Come Saranno I Mutui Nel 2011

Come saranno i mutui nel 2011

Come sappiamo tutti l'anno 2010 ha avuto l'orribile crisi anche se sono arrivate diverse proposte di prodotti per quanto riguarda i mutui, dal fisso al variabile sia Euribor che Bce con Cap. Webank, Credem, Barclays, Cariparma, BNL-BNP Paribas e BancoPosta hanno lanciato nuove offerte interessanti. E il 2011 come andrà  da questo punto di vista?

Il mutuo resta sempre lo stesso, ma cambiano le strategie delle banche sempre più impegnate a venderlo meglio, garantendolo con Cap, assicurazioni, tempi di ammortamento lunghissimi anche 40-50 anni, flessibilità  e promozioni con sconti, consulenze professionali ben preparate anche per mutui online e siti con simulatori.

La crisi ha contribuito a cambiare di molto il comportamento dei clienti. Del resto questa situazione era stata già  annunciata sin dall'arrivo di questa grande ‘depressione' finanziaria che secondo Jean-Paul Trichet, presidente della Banca Centrale Europea (BCE), "è la più grave crisi non dalla seconda, bensì dalla prima guerra mondiale". Risultato: si è persa la fiducia tra gli operatori finanziarie e le persone verso le banche.

Se la fiducia dei mercati si misura in tassi, mancando essa il tasso Euribor sale, altrimenti scende. In Europa, l'Euribor a tre mesi ha fatto un balzo in avanti allo 0,72% di oggi mentre era poco sopra lo 0,57% a inizio aprile con una risalita del 35%.

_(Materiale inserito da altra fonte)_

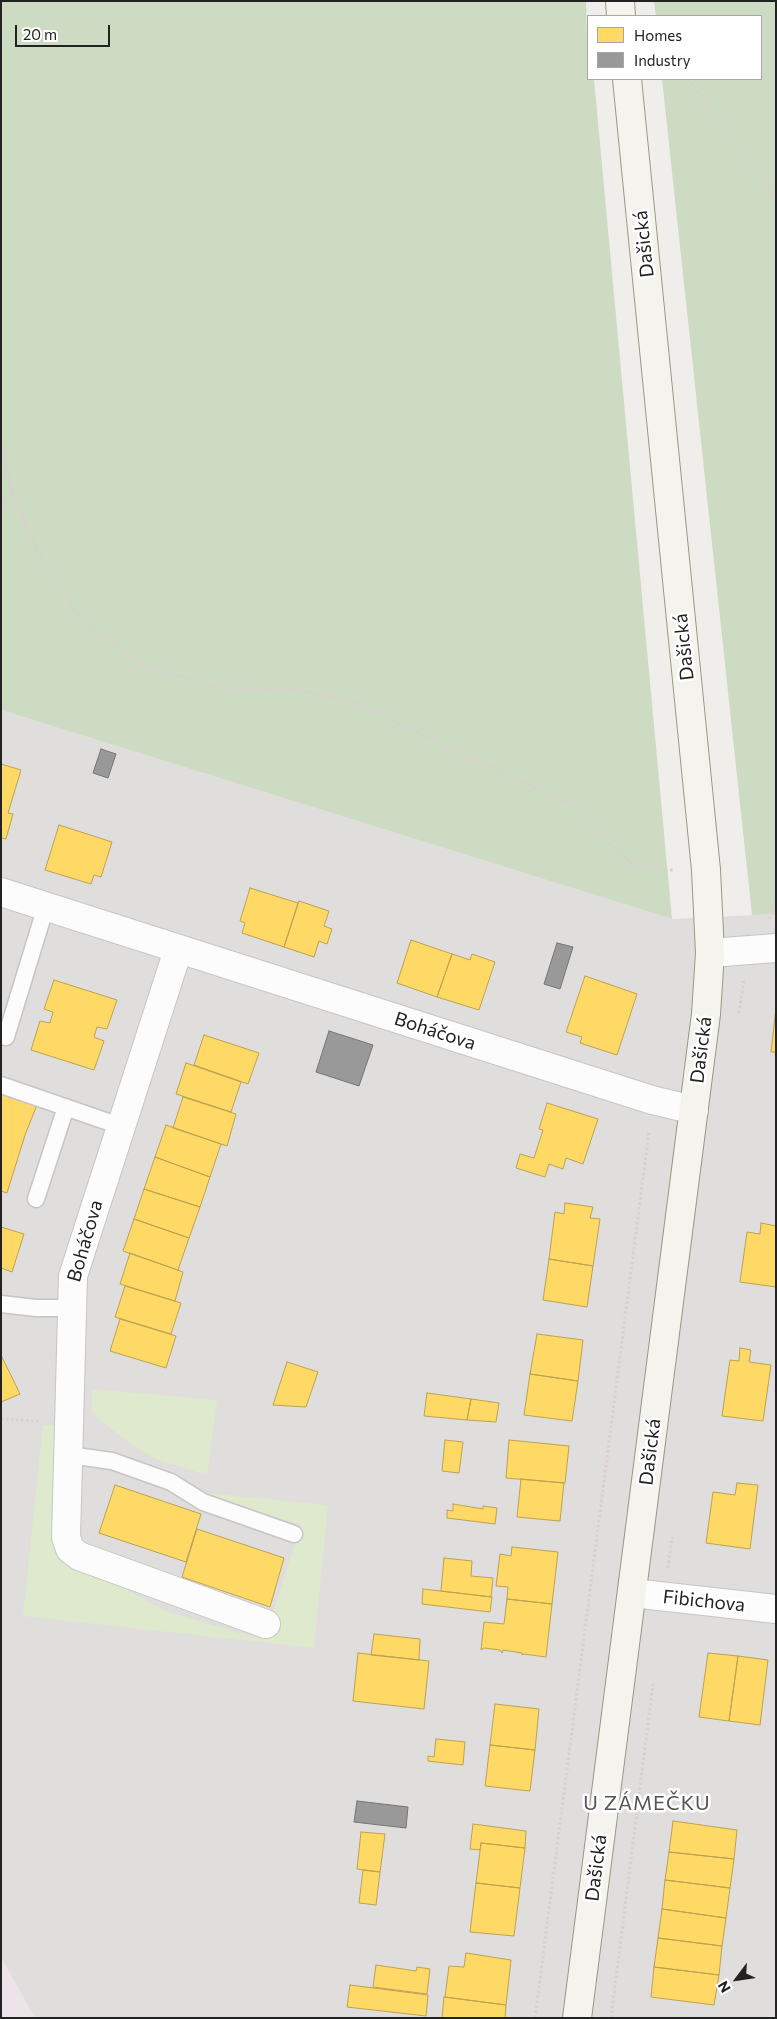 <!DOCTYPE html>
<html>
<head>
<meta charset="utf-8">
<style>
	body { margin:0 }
	#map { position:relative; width:777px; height:2019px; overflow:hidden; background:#f0eeeb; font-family:Commissioner,sans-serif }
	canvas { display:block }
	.frame { position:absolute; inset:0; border:2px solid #222; pointer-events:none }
	.legend { position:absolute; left:587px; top:15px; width:175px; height:65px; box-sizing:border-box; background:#fff; border:1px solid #a7a7a7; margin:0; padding:6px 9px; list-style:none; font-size:15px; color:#222 }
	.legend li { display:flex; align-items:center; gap:10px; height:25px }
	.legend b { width:25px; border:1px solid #a7a7a7 }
	.north { position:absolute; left:712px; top:1954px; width:50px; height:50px; -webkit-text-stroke:4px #fff; paint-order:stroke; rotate:239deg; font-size:14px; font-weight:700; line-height:20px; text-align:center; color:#222 }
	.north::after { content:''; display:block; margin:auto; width:18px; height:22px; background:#222; clip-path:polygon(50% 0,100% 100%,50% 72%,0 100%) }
	.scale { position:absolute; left:15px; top:25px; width:95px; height:22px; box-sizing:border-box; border:2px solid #222; border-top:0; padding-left:6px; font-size:15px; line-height:18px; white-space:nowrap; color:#222; -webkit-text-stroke:4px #fff; paint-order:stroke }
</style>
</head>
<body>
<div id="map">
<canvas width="777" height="2019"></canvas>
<div class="frame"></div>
<ul class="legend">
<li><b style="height:14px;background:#ffd966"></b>Homes</li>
<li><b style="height:14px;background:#999"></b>Industry</li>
</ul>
<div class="north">N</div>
<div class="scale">20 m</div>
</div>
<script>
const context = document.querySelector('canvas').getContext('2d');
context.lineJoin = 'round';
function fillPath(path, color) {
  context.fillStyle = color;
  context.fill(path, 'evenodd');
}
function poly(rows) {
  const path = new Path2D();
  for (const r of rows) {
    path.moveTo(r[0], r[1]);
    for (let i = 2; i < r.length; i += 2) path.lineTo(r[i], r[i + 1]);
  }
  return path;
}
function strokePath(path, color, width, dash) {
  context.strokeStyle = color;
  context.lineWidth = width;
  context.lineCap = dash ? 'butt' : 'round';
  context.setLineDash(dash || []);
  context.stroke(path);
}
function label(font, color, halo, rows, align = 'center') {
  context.font = font + ' Commissioner,sans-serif';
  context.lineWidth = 5;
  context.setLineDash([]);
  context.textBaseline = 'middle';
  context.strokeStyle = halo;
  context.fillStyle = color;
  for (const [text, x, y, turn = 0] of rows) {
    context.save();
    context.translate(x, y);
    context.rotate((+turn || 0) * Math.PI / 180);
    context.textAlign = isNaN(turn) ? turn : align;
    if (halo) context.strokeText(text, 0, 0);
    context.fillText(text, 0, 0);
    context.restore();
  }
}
fillPath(poly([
	[1,710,672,919,776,914,776,2018,35,2018,1,1958]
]), '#dfdedc');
fillPath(poly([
	[1,1958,35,2018,1,2018]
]), '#ece4e9');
fillPath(poly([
	[92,1389,217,1400,207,1475,158,1460,128,1442,92,1413],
	[43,1425,65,1426,55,1465,59,1558,86,1568,168,1612,264,1640,301,1525,205,1495,204,1493,328,1505,314,1648,23,1616]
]), '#dfe9ce');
fillPath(poly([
	[1,1,586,1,588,79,594,79,672,919,1,710],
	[654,1,776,1,776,914,752,915,662,79,761,79,761,16,656,16]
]), '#cedbc3');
const homes = poly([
	[1,764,21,770,8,813,13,814,6,839,1,838,1,764],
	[59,825,112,842,101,877,94,875,91,884,45,870,59,825],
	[250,888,298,903,284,947,242,933,245,923,240,921,250,888],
	[299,901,329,911,324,926,332,929,327,944,319,941,314,957,284,947,299,901],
	[411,940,452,954,437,997,397,983,411,940],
	[452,954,470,960,472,954,495,962,479,1010,437,997,452,954],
	[585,976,637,994,617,1055,580,1043,582,1037,566,1032,585,976],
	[54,980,117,1000,107,1029,97,1027,94,1037,104,1041,94,1070,31,1050,40,1021,50,1023,53,1012,44,1009,54,980],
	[776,1008,776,1061,776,1052,771,1052,776,1008],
	[204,1035,259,1053,248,1084,194,1065,204,1035],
	[186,1063,241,1082,231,1112,176,1094,186,1063],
	[1,1093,37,1105,25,1135,7,1193,1,1191,1,1093],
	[183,1097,236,1114,227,1146,173,1128,183,1097],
	[547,1103,598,1119,583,1164,566,1158,563,1169,549,1164,545,1177,516,1168,520,1154,534,1158,543,1130,539,1129,547,1103],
	[166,1125,221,1144,210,1177,155,1157,166,1125],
	[155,1157,210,1177,200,1207,144,1189,155,1157],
	[144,1189,200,1207,189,1238,134,1219,144,1189],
	[565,1203,593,1207,590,1218,600,1219,593,1266,549,1259,555,1212,564,1214,565,1203],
	[134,1219,189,1238,178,1270,123,1251,134,1219],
	[761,1223,776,1226,776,1287,740,1282,747,1232,760,1234,761,1223],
	[1,1227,24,1234,12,1272,1,1268,1,1227],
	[130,1253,183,1272,175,1301,120,1284,130,1253],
	[549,1259,593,1266,587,1307,543,1300,549,1259],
	[125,1286,181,1303,171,1334,115,1317,125,1286],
	[120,1319,176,1336,166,1368,110,1351,120,1319],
	[537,1334,583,1340,578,1381,530,1374,537,1334],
	[740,1348,751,1350,749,1362,771,1365,763,1421,722,1416,730,1360,739,1361,740,1348],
	[1,1355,20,1394,1,1402,1,1355],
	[287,1362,318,1372,306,1407,273,1405,287,1362],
	[530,1374,578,1381,572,1421,524,1415,530,1374],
	[427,1393,471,1399,467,1420,424,1416,427,1393],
	[471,1399,499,1403,496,1422,467,1420,471,1399],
	[445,1440,463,1442,459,1473,442,1471,445,1440],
	[509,1440,569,1446,565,1483,506,1478,509,1440],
	[521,1479,564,1483,560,1521,517,1517,521,1479],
	[737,1483,758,1485,750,1549,706,1543,713,1492,735,1495,737,1483],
	[115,1485,201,1514,186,1562,99,1533,115,1485],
	[453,1504,483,1509,483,1506,497,1508,495,1524,447,1518,447,1510,453,1511,453,1504],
	[197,1529,284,1558,270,1607,182,1577,197,1529],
	[512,1547,558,1552,552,1604,507,1599,508,1587,496,1586,500,1554,511,1556,512,1547],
	[444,1558,472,1561,471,1576,493,1578,491,1597,441,1591,444,1558],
	[423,1589,492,1597,490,1612,422,1604,423,1589],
	[507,1599,552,1604,546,1657,524,1654,522,1655,522,1653,503,1650,502,1653,500,1650,484,1648,481,1650,484,1622,504,1624,507,1599],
	[374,1634,420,1639,419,1660,371,1655,374,1634],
	[358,1653,429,1661,424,1709,353,1701,358,1653],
	[708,1653,738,1656,729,1721,699,1717,708,1653],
	[738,1656,768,1660,760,1725,729,1721,738,1656],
	[495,1704,539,1709,535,1750,490,1745,495,1704],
	[436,1739,465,1742,463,1765,428,1761,428,1756,434,1757,436,1739],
	[490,1745,535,1750,530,1791,485,1786,490,1745],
	[673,1821,737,1830,734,1859,669,1852,673,1821],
	[473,1824,526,1831,525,1848,481,1843,480,1850,470,1849,473,1824],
	[361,1832,385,1834,380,1872,357,1869,361,1832],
	[481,1843,525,1848,520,1888,476,1883,481,1843],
	[669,1852,734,1859,730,1888,665,1880,669,1852],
	[363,1870,380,1872,376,1905,359,1903,363,1870],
	[665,1880,730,1888,726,1918,662,1909,665,1880],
	[476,1883,520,1888,514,1936,470,1932,476,1883],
	[662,1909,726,1918,722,1946,658,1938,662,1909],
	[658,1938,722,1946,719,1975,654,1967,658,1938],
	[466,1953,511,1960,506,2005,445,1997,449,1966,464,1967,466,1953],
	[376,1965,416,1971,417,1967,430,1969,427,1994,373,1987,376,1965],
	[654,1967,719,1975,714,2005,651,1997,654,1967],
	[350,1985,428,1995,426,2016,347,2007,350,1985],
	[444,1997,506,2005,505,2018,442,2018,444,1997]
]);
fillPath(homes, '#ffd966');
strokePath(homes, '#bda252', 1);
const industry = poly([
	[101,749,116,754,108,778,93,773,101,749],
	[557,943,573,947,560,989,544,984,557,943],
	[329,1031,373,1045,359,1086,316,1072,329,1031],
	[357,1801,408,1807,406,1828,354,1822,357,1801]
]);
fillPath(industry, '#999');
strokePath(industry, '#757575', 1);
const service = poly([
	[6,1037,46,906],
	[1,1085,120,1126],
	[36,1199,66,1107],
	[1,1304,36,1308,71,1308],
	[69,1455,112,1461,171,1482,203,1502,294,1534]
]);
const minor = poly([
	[1,892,652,1100,694,1110],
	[178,950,73,1276,66,1537,70,1549,79,1556,266,1624],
	[710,953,776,948],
	[632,1593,776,1609]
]);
const secondary = poly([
	[620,1,621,16],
	[577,2018,706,1014,710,953,706,870,627,79]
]);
strokePath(service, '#c6c5c3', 19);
strokePath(minor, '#c6c5c3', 30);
strokePath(secondary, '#989885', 30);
strokePath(poly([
	[688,79,776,198],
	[1,445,13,494,37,551,77,615,142,665,220,688,293,689,355,703,573,806,611,845,633,864,661,870,675,870],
	[1,501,13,494],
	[770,919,776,901],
	[739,1013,744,980],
	[1,1419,39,1421],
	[668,1568,672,1537],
	[535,2018,649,1131],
	[611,2018,653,1684]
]), '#dacece', 3, [2.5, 2.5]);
strokePath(service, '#fdfcfc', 16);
strokePath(minor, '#fdfcfc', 28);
strokePath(secondary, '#f4f3ee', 28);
label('19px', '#222', '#fff', [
	["Dašická",644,244,-96],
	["Dašická",684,647,-96],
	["Boháčova",435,1031,18],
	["Dašická",701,1050,-83],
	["Boháčova",85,1241,-74],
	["Dašická",650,1452,-83],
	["Fibichova",704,1601,6],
	["Dašická",596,1868,-83]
]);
context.letterSpacing = '1px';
label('20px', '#555', '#fff', [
	["U ZÁMEČKU",647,1803]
]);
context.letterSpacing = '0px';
</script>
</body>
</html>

Ciò che rimane stabile da un anno, cioè da 7/2009, è il tasso di rifinanziamento fissato dalla Bce, che è all'1%, mentre la Fed tende ad alzare i tassi circa otto mesi dopo un picco del tasso di disoccupazione. Basandosi su questo indicatore, i tassi d'interesse potrebbero registrare un rialzo intorno al quarto trimestre del 2011

Come il 2009  anche il 2010 è stato terribile per i mutui. Secondo l'ultimo Rapporto mensile dell'Abi, il tasso sui prestiti in euro alle famiglie per l'acquisto di abitazioni, che studia l'andamento dei tassi fissi e variabili, influenzato anche dalla variazione della composizione fra le erogazioni in base alla tipologia di mutuo, è sceso al minimo storico toccando il 2,56%, -3 punti base rispetto al mese precedente e -150 punti base rispetto a marzo 2009.

In questa situazione la richiesta di mutui nel 2011 dovrebbe andare verso l'alto. Ciò significa che la corsa al mutuo delle famiglie italiane è in salita. Visti anche i prezzi di vendita che sono sempre in discesa.

Potremmo infine dire che la banca che riuscirà  ad offrire i mutui più agevolati possibile, avrà  più successo nel 2011.